第42話 ハーピー


「見つけた……」


 蓮は、12階層にある山岳地帯の岩陰で休むウィムハーピーを発見し、慎重に接近していた。


 ハーピーは鳥型モンスターの一種だ。体格は成人女性くらいで、頭部も人間の女性によく似ている。さすがに人間そのものではなくて、くちばしは生えているし、瞳も漆黒で、それなりの獰猛さを兼ね備えてはいる。


 この12階層に多く棲み着くウィムハーピーは、真っ赤な髪をしていて、大きな翼もやはり赤色。見る限りは金色の羽根は生えていない。


 ……彼女たちの気に入る贈り物を差しださなければ、その『報酬』を得られないのは確かなようだ。


 肢体は鳥類のようだが、胸の膨らみは人間めいていて、地面に座り込む姿には、妙な艶めかしさがある。


「…………」


 敵として接するときには何も感じないが、こうしてコミュニケーションを取ろうとすると、どうしても女性的な部分が視界に入って、腰が引けてしまう。


・蓮くん行け!

・気に入るかな?


 蓮の右手には、森林地帯で見かけた桃のような果実。果たして、これは『彼女』の好みに合うだろうか……。


『クルルルルルルルっ――――』


 蓮がすぐそばまで接近すると、ウィムハーピーは黒い瞳でまっすぐ見つめてきて、喉を鳴らして反応した。
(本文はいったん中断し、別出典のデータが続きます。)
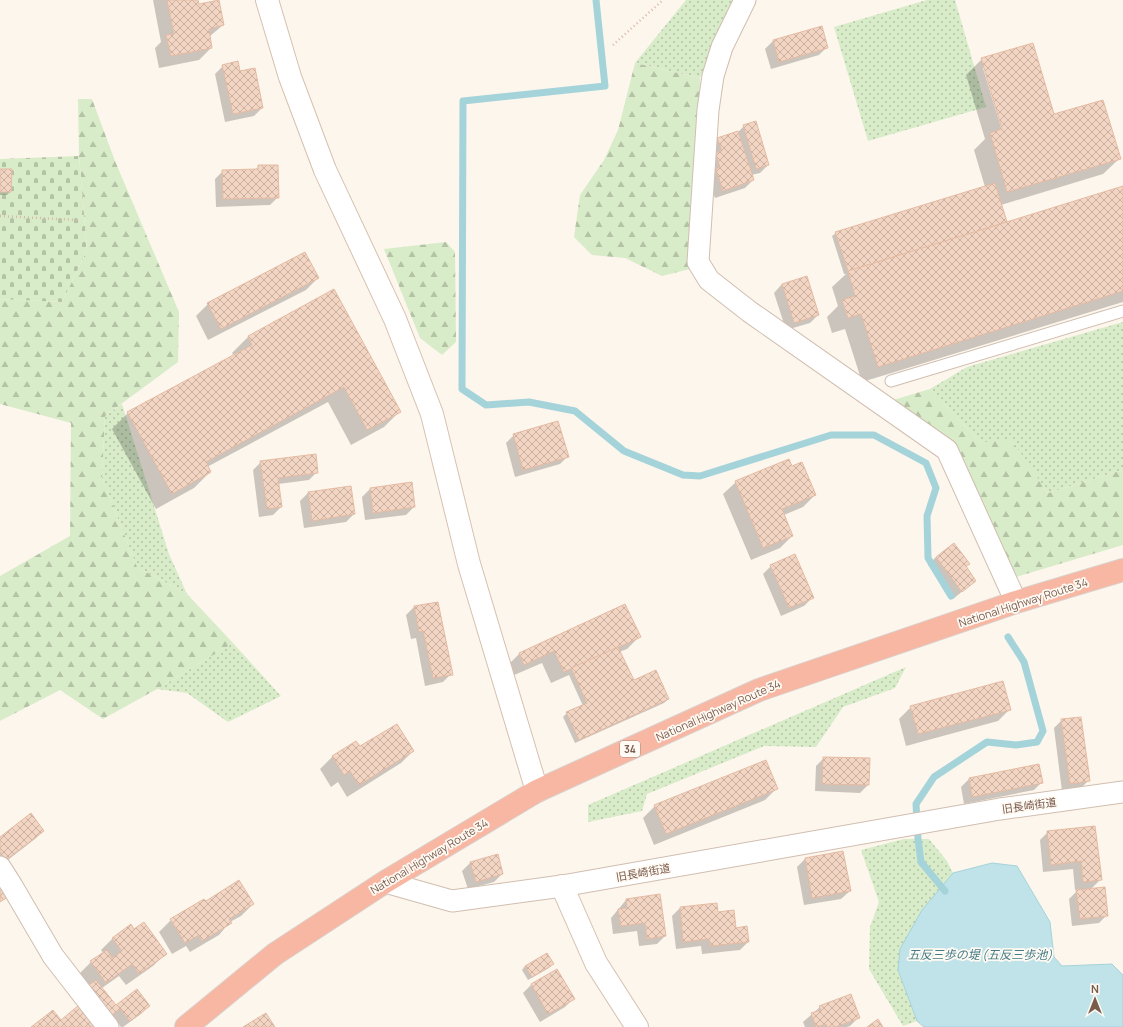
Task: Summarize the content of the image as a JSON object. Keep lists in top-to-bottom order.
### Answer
{
  "streets": {
    "highway": ["National Highway Route 34", "34"],
    "street": ["旧長崎街道"]
  },
  "crossings": [
    ["National Highway Route 34", "旧長崎街道"]
  ],
  "water": ["五反三歩の堤 (五反三歩池)"],
  "north": "top"
}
警戒とは少し違うようだ。こちらが何者かを探るような鳴き声。


「こ、これ……」


 おずおずと果実を差し出す。

 ウィムハーピーは、その表面をくちばしの先端でツンツンと突いた。


・おっ!? いい感じ?

・興味示してるね

・一発で行けるんじゃね?


『…………、クルルっ』


 しかし、実をついばむことなく、ハーピーはぷいっとそっぽを向いてしまった。


・ああ~流石に無理か

・蓮くん、話しかけて!

・何が好きなんだろうなこのハーピー

・身振り手振りでいくしかねぇ!


「……え、えっと。サカナ、ニク? ナ、ナニガ……」


・カタコトになっとるw

・そんなビーフorチキンみたいな

・鳥はハーピーのほうだがな

・ジェスチャーしないと理解されないんじゃない?


 ジェスチャーとは簡単に言ってくれるが、カメラ越しに大勢に見られながら、そして、じっとこちらを見つめてくるハーピーの目の前で演じてみせるのは、なんとも気恥ずかしかった。


「コ、コンナノ……、す、スキ?」


・こんな蓮くん新鮮だなww

・カチコチやがw

・余裕がないけど頑張ってるw

・成長したな、蓮くん……

・さっきから保護者おるなチャット欄にw

・後方腕組み父親ヅラさん


「うぐぐ……!」


 チャットも横目で確認しているが、囃し立てられると緊張が増してしまう。ハーピーの顔が女性っぽいのも良くない。


・もっと積極的に行こう!

・お姉さんキラーの蓮くんならいけるって!

・上目づかいしてみるとか? あれ最強だったし

・ウチもあれで堕ちた

・知らない相手だと思うから緊張するんだよ

・ゆのちゃんだと思って話しかけてみようぜ!!


「結乃――?」


 ハーピーはある意味美形だが、結乃と思えと言われると……


「いやそれは無理。絶対無理。結乃のほうが全然――」

『キーーーーーーーーーーッッ!!』


 蓮が即答すると、ウィムハーピーは食い気味に甲高く鳴いて、翼を広げると飛び去っていってしまった。


・あーあ

・怒らせたなアレ

・他の子の名前出すからw

・急に早口w

・ゆのちゃんガチ勢めww

・嫉妬したん?

・そんなことあるんか?

・それがありえるかも


「くっ、そんな理不尽な……」


・ドンマイ!

・次いこう次!

・さあ次のナンパだ蓮くん

・蓮くんにはハードルが高すぎるw


 リスナーに励まされたり、からかわれたりしながら、蓮はまた別のハーピーを探しに行くのだった。



 ■ ■ ■



 一方、その頃。

 四ツ谷ダンジョン1階層のイベント広場では――


 結乃、カナミ、麗奈の3人が、蓮の応援のために巨大モニターを見上げていた。モニターでは、プレイヤーたちの配信画面が代わる代わる映し出されている。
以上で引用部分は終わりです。